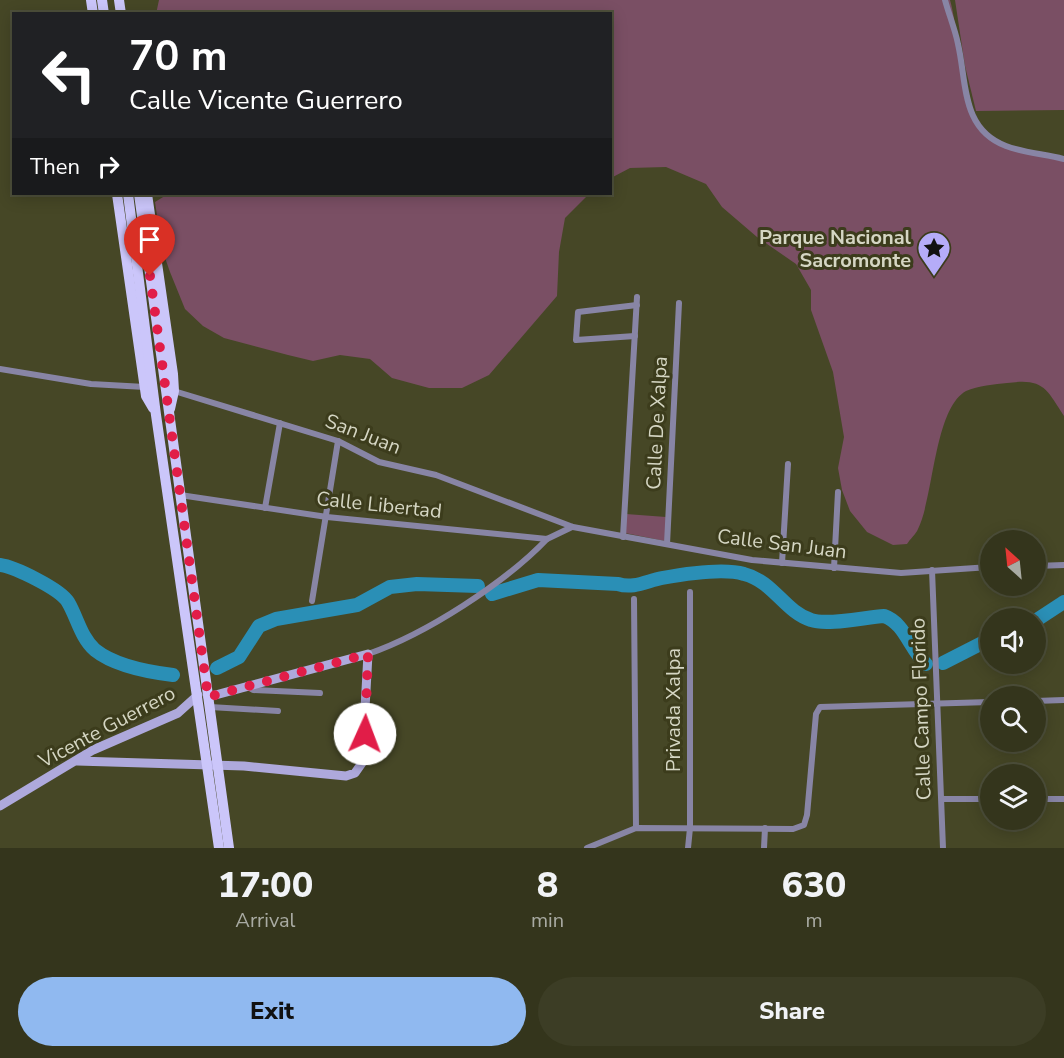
<!DOCTYPE html>
<html lang="en">
<head>
<meta charset="utf-8">
<style>
  :root { --surface:#34351c; --page:#3c3d25; --text:#f1f3f6; --muted:#a9aba3; --line:#4e503b; --accent:#90b9f0 }
  body { margin:0; font-family:"Nunito Sans",sans-serif; background:var(--page); color:var(--text); height:100vh; display:flex; flex-direction:column; font-size:22px; white-space:nowrap }
  * { box-sizing:border-box; margin:0 }
  p { font-size:20px; color:var(--muted) }
  .icon { flex:none; width:33px; height:33px; fill:none; stroke:currentColor; stroke-width:2; stroke-linecap:round; stroke-linejoin:round }
  .map { position:relative; height:848px; overflow:hidden }
  .drawer { display:flex; flex-direction:column; background:var(--surface); flex:1 }
  .drawer>* { flex:none }
  .banner { position:absolute; left:12px; top:12px; width:600px; height:183px; border-radius:0px; box-shadow:0 3px 15px #0003,0 0 0 2px var(--line); background:#202124; color:#fff; overflow:hidden }
  .needle { width:39px; rotate:333deg }
  .buttons { position:absolute; left:980px; top:530px; display:grid; gap:12px }
  .buttons a { display:grid; place-items:center; width:66px; height:66px; border-radius:50%; background:var(--surface); box-shadow:0 3px 15px #0003,0 0 0 2px var(--line); font-size:30px }
  .pin { position:absolute; display:grid; place-items:center; width:51px; height:51px; color:#fff; margin:-62px -26px; border-radius:50% 50% 50% 0; rotate:-45deg; box-shadow:0 0 6px #0007 }
  .pin .icon { rotate:45deg }
  .me { position:absolute; width:66px; margin:-33px; rotate:2deg; stroke-linejoin:round; filter:drop-shadow(0 0 4px #0008) }
  .turn { display:flex; align-items:center; gap:21px; height:126px; padding:0 18px; font-size:27px }
  .turn .icon { width:78px; height:78px; stroke-width:2.5 }
  .turn b { display:block; font-size:42px; line-height:51px }
  .then { display:flex; align-items:center; height:57px; padding:0 18px; background:#0003; gap:12px; font-size:22px }
  .eta { display:flex; justify-content:space-evenly; align-items:center; height:102px; text-align:center }
  .eta b { font-size:36px; font-weight:800; line-height:42px }
  .button { display:flex; gap:12px; margin-top:auto; padding:12px 18px }
  .button a { flex:1; height:69px; border-radius:36px; background:var(--accent); color:#111; font-size:24px; font-weight:800; line-height:69px; text-align:center }
  .button a+a { background:var(--page); color:var(--text) }
  .map>svg:first-child { display:block }
  .green { fill:#7a4f64 }
  .lines { fill:none; stroke-linecap:round; stroke-linejoin:round }
  .river { stroke:#2a8fb6; stroke-width:14 }
  .street { stroke:#8885a5; stroke-width:6 }
  .secondary { stroke:#aea9dc; stroke-width:9 }
  .primary { stroke:#cbc6fa; stroke-width:10 }
  .route { stroke:#e11d48; stroke-width:10; stroke-dasharray:0 18 }
  .labels { text-anchor:middle; dominant-baseline:central; stroke-width:6; stroke-linejoin:round; paint-order:stroke }
  .poi-label { font-size:20px; font-weight:bold; fill:#d5d6c3; stroke:#3c3c1c; text-anchor:end }
  .street-label { font-size:20px; fill:#d5d6c3; stroke:#3c3c1c }
</style>
</head>
<body>
<div class="map">
<svg width="1064" height="848" viewBox="0 0 1064 848">
  <rect width="100%" height="100%" fill="#464726"/>
  <g class="green">
    <path d="M159,0H950C962,42 956,121 1001,142C1020,151 1044,154 1064,159V416C1046,388 1043,378 1007,383C995,384 978,386 966,391C934,409 934,497 918,529C916,534 910,539 907,544L893,545L867,532L850,511L842,490L838,468L844,437L833,372L811,310V290L796,264L757,237L722,207L706,184L666,167L630,168L611,178L610,14H156Z"/>
    <polygon points="955,0 1064,0 1064,110 976,111 965,66"/>
    <polygon points="168,194 589,194 565,218 559,252 557,296 489,375 462,388 429,388 392,378 370,359 340,355 313,361 288,355 224,338 203,326 185,309 170,272 162,249 155,202"/>
    <polygon points="626,514 666,517 665,541 625,533"/>
  </g>
  <g class="lines">
    <g class="river">
      <path d="M0,565C15,567 60,589 68,602C77,617 81,638 95,650C115,666 148,672 173,675"/>
      <path d="M492,594L538,580L618,584C633,589 647,581 662,578C684,574 724,568 744,574C773,581 785,612 811,620C827,626 866,617 884,616C905,623 910,650 926,664"/>
      <polyline points="1035,621 1064,602"/>
      <polyline points="943,663 990,639"/>
      <polyline points="217,668 239,657 259,626 276,619 357,605 390,587 417,584 478,586"/>
    </g>
    <g class="street">
      <path d="M945,0C949,15 955,29 958,44C967,83 961,129 1006,146C1024,153 1045,154 1064,159"/>
      <polyline points="635,336 576,340 578,312 637,305"/>
      <polyline points="0,369 91,384 145,387"/>
      <polyline points="174,391 338,441 379,462 436,475 573,527 752,560 901,573 990,567"/>
      <polyline points="180,495 327,517 547,539 572,527"/>
      <polyline points="265,508 280,423"/>
      <polyline points="623,537 637,297"/>
      <polyline points="667,544 679,303"/>
      <polyline points="782,563 788,464"/>
      <polyline points="1035,566 1064,565"/>
      <polyline points="834,568 838,492"/>
      <polyline points="932,570 943,848"/>
      <polyline points="634,599 636,828"/>
      <polyline points="312,601 338,441"/>
      <path d="M368,654C426,634 505,583 547,539"/>
      <polyline points="248,687 253,690 320,693"/>
      <polyline points="1035,701 1064,700"/>
      <polyline points="210,707 278,711"/>
      <polyline points="942,799 990,799"/>
      <polyline points="1035,799 1064,799"/>
      <polyline points="587,848 636,828 793,829 804,825 807,815 816,714 820,707 990,702"/>
      <polyline points="688,848 690,828 690,592"/>
      <polyline points="764,848 765,828"/>
    </g>
    <g class="secondary">
      <polyline points="77,761 244,766 346,776 355,773 362,763 368,654 208,697"/>
      <polyline points="0,806 93,750 178,713 198,695"/>
    </g>
    <g class="primary">
      <polyline points="91,0 93,14"/>
      <polyline points="102,0 104,14"/>
      <polyline points="119,0 121,14"/>
      <polyline points="117,194 146,396 153,408"/>
      <polyline points="128,194 156,415 219,848"/>
      <polyline points="139,194 229,848"/>
      <polyline points="147,194 173,374 174,391 170,409"/>
    </g>
  </g>
  <g class="lines">
    <polyline class="route" points="150,276 208,697 368,654 365,734"/>
  </g>
  <defs>
    <symbol id="sight-pin" viewBox="-11 -11 22 30"><path d="M0 17L-7.5 6A9.5 9.5 0 1 1 7.5 6Z" fill="#b5acf8" stroke="#3c3c1c"/><path d="M0-6L1.8-2.2L6-1.7L2.9 1.2L3.7 5.4L0 3.3L-3.7 5.4L-2.9 1.2L-6-1.7L-1.8-2.2Z" fill="#111"/></symbol>
  </defs>
  <g fill-rule="evenodd">
    <use href="#sight-pin" x="915" y="229" width="38" height="52"/>
  </g>
  <g class="labels">
    <g class="poi-label">
      <text x="911" y="237">Parque Nacional<tspan x="911" dy="23">Sacromonte</tspan></text>
    </g>
    <g class="street-label">
      <text transform="translate(657 423) rotate(-87)">Calle De Xalpa</text>
      <text transform="translate(363 434) rotate(21)">San Juan</text>
      <text transform="translate(379 505) rotate(6)">Calle Libertad</text>
      <text transform="translate(782 544) rotate(7)">Calle San Juan</text>
      <text transform="translate(921 709) rotate(-92)">Calle Campo Florido</text>
      <text transform="translate(673 710) rotate(-90)">Privada Xalpa</text>
      <text transform="translate(107 727) rotate(-28)">Vicente Guerrero</text>
    </g>
  </g>
</svg>
<div class="buttons">
<a><svg class="needle" viewBox="-14 -14 28 28"><path d="M0-13l5 13h-10z" fill="#e53935"/><path d="M0 13l5-13h-10z" fill="#a9aba3"/></svg></a>
<a><svg class="icon" aria-label="sound" viewBox="0 0 24 24"><path d="M4 9h4l5-4v14l-5-4H4zM17 9q2 3 0 6"/></svg></a>
<a><svg class="icon" aria-label="search" viewBox="0 0 24 24"><circle cx="10" cy="10" r="6"/><path d="M15 15l6 6"/></svg></a>
<a><svg class="icon" aria-label="layers" viewBox="0 0 24 24"><path d="M12 4l9 5-9 5-9-5zM3 14l9 5 9-5"/></svg></a>
</div>
<div class="pin" style="left:150px;top:276px;background:#d93025"><svg class="icon" aria-label="arrive" viewBox="0 0 24 24"><path d="M6 21V4h12l-3 4 3 4H6"/></svg></div>
<svg class="me" style="left:365px;top:734px" viewBox="-20 -20 40 40"><circle r="19" fill="#fff"/><path d="M0-13L10 11 0 6-10 11z" fill="#e11d48"/></svg>
<div class="banner">
<div class="turn"><svg class="icon" aria-label="left" viewBox="0 0 24 24"><path d="M17 20v-9H6M10 6l-5 5 5 5"/></svg><div><b>70 m</b>Calle Vicente Guerrero</div></div>
<div class="then">Then<svg class="icon" aria-label="right" viewBox="0 0 24 24"><path d="M7 20v-9h11M14 6l5 5-5 5"/></svg></div>
</div>
</div>
<section class="drawer">
<div class="eta">
<div><b>17:00</b><p>Arrival</p></div>
<div><b>8</b><p>min</p></div>
<div><b>630</b><p>m</p></div>
</div>
<div class="button"><a>Exit</a><a>Share</a></div>
</section>
</body>
</html>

==*==

#### [WHAT IS EXPECTED]
Note how many lines of the records contain the string "turn", and give that number with nothing added.

#### [YOUR SOLUTION]
4